Everything in the listing must be repeated exactly, apart from the images.

● ● ●

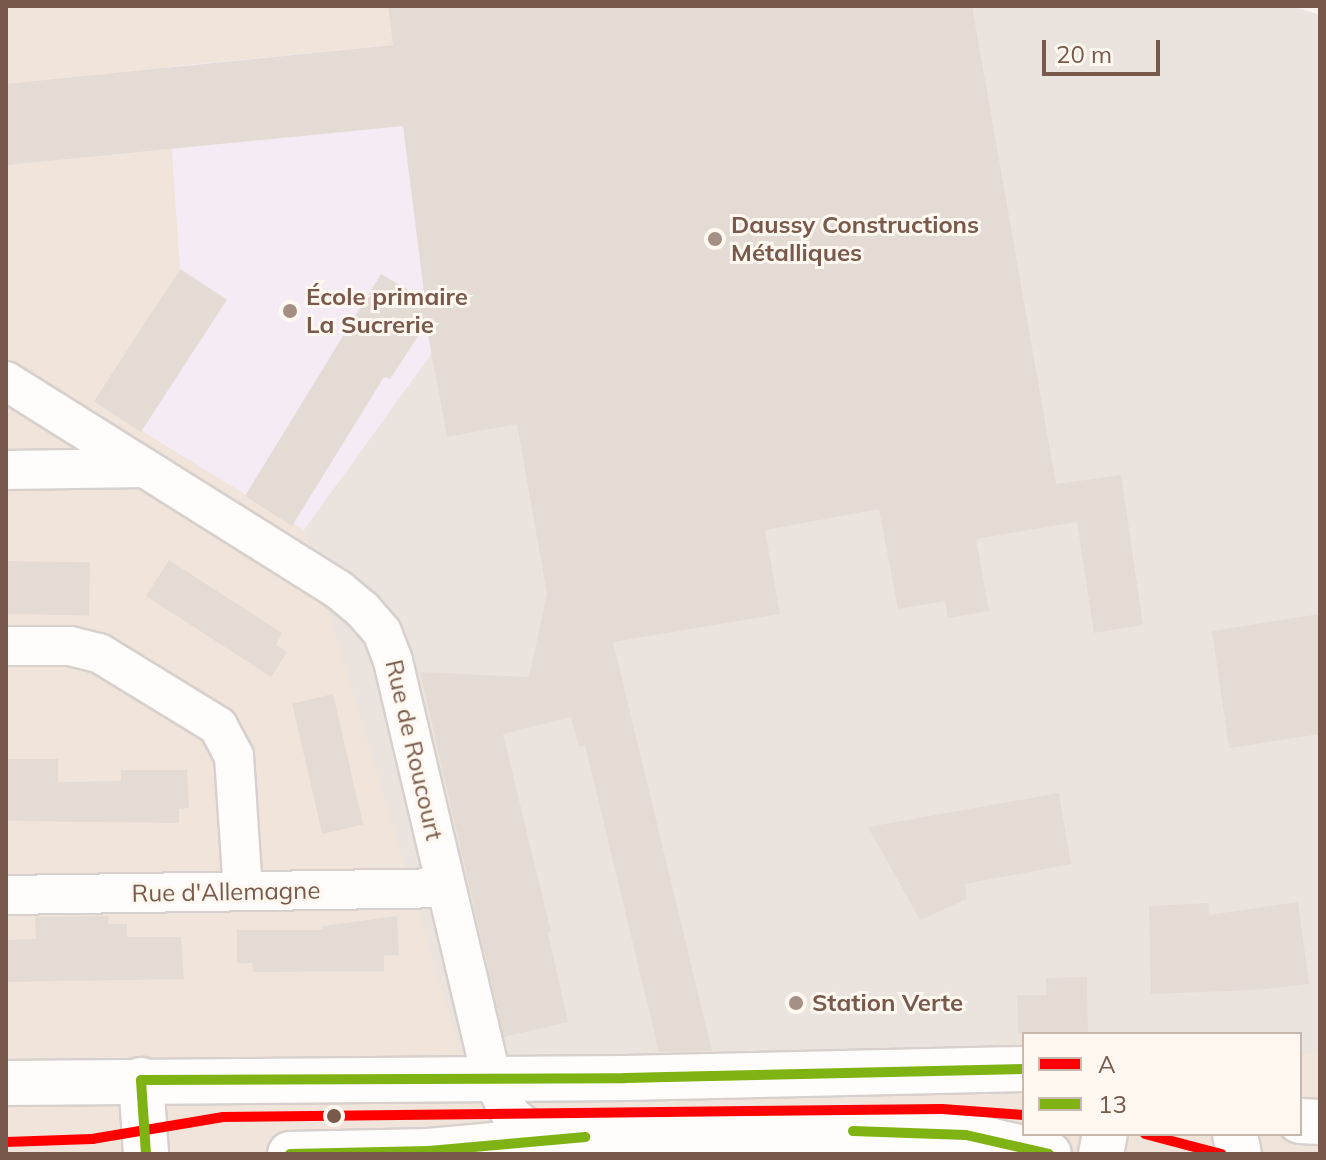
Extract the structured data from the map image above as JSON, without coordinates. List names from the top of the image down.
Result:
{
  "streets": {
    "street": ["Rue de Roucourt", "Rue d'Allemagne"]
  },
  "crossings": [
    ["Rue de Roucourt", "Rue d'Allemagne"]
  ],
  "places": ["Daussy Constructions Métalliques", "École primaire La Sucrerie", "Station Verte"],
  "lines": ["transit line 13", "transit line A"],
  "legend": ["A", "13"],
  "scale_bar": "20 m"
}
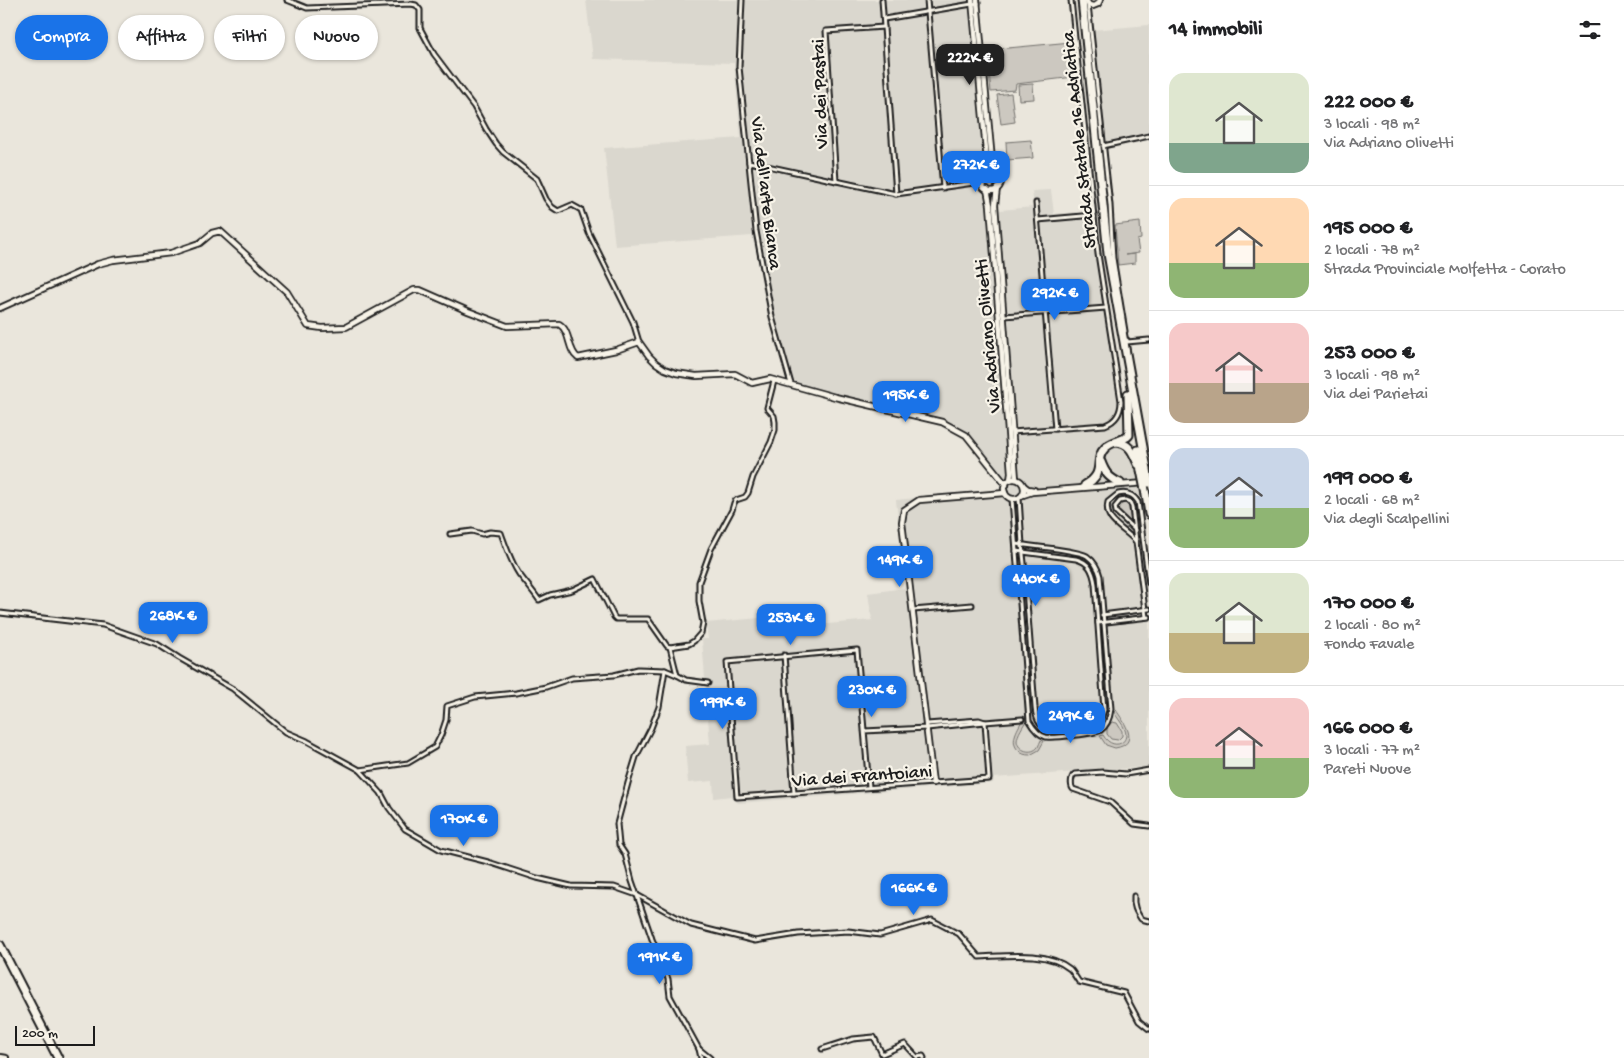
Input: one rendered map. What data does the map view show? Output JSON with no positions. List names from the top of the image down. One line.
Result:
{"streets":{"highway":["Strada Statale 16 Adriatica"],"street":["Via dei Pastai","Via dell'arte Bianca","Via Adriano Olivetti","Via dei Frantoiani"]},"scale_bar":"200 m","page":{"heading":"14 immobili","chip":["Compra","Affitta","Filtri","Nuovo"],"price":["222K €","272K €","292K €","195K €","149K €","440K €","268K €","253K €","230K €","199K €","249K €","170K €","166K €","191K €"],"list":[{"name":"222 000 €","note":"3 locali · 98 m² · Via Adriano Olivetti"},{"name":"195 000 €","note":"2 locali · 78 m² · Strada Provinciale Molfetta - Corato"},{"name":"253 000 €","note":"3 locali · 98 m² · Via dei Parietai"},{"name":"199 000 €","note":"2 locali · 68 m² · Via degli Scalpellini"},{"name":"170 000 €","note":"2 locali · 80 m² · Fondo Favale"},{"name":"166 000 €","note":"3 locali · 77 m² · Pareti Nuove"}],"scale":"200 m"}}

● ● ●

The completed task:
Extract the structured data from the map image above as JSON, without coordinates. List names from the top of the image down.
Result:
{
  "streets": {
    "street": ["Rue de Roucourt", "Rue d'Allemagne"]
  },
  "crossings": [
    ["Rue de Roucourt", "Rue d'Allemagne"]
  ],
  "places": ["Daussy Constructions Métalliques", "École primaire La Sucrerie", "Station Verte"],
  "lines": ["transit line 13", "transit line A"],
  "legend": ["A", "13"],
  "scale_bar": "20 m"
}
Input: one rendered map. What data does the map view show? Output JSON with no positions. List names from the top of the image down. One line.
Result:
{"streets":{"highway":["Strada Statale 16 Adriatica"],"street":["Via dei Pastai","Via dell'arte Bianca","Via Adriano Olivetti","Via dei Frantoiani"]},"scale_bar":"200 m","page":{"heading":"14 immobili","chip":["Compra","Affitta","Filtri","Nuovo"],"price":["222K €","272K €","292K €","195K €","149K €","440K €","268K €","253K €","230K €","199K €","249K €","170K €","166K €","191K €"],"list":[{"name":"222 000 €","note":"3 locali · 98 m² · Via Adriano Olivetti"},{"name":"195 000 €","note":"2 locali · 78 m² · Strada Provinciale Molfetta - Corato"},{"name":"253 000 €","note":"3 locali · 98 m² · Via dei Parietai"},{"name":"199 000 €","note":"2 locali · 68 m² · Via degli Scalpellini"},{"name":"170 000 €","note":"2 locali · 80 m² · Fondo Favale"},{"name":"166 000 €","note":"3 locali · 77 m² · Pareti Nuove"}],"scale":"200 m"}}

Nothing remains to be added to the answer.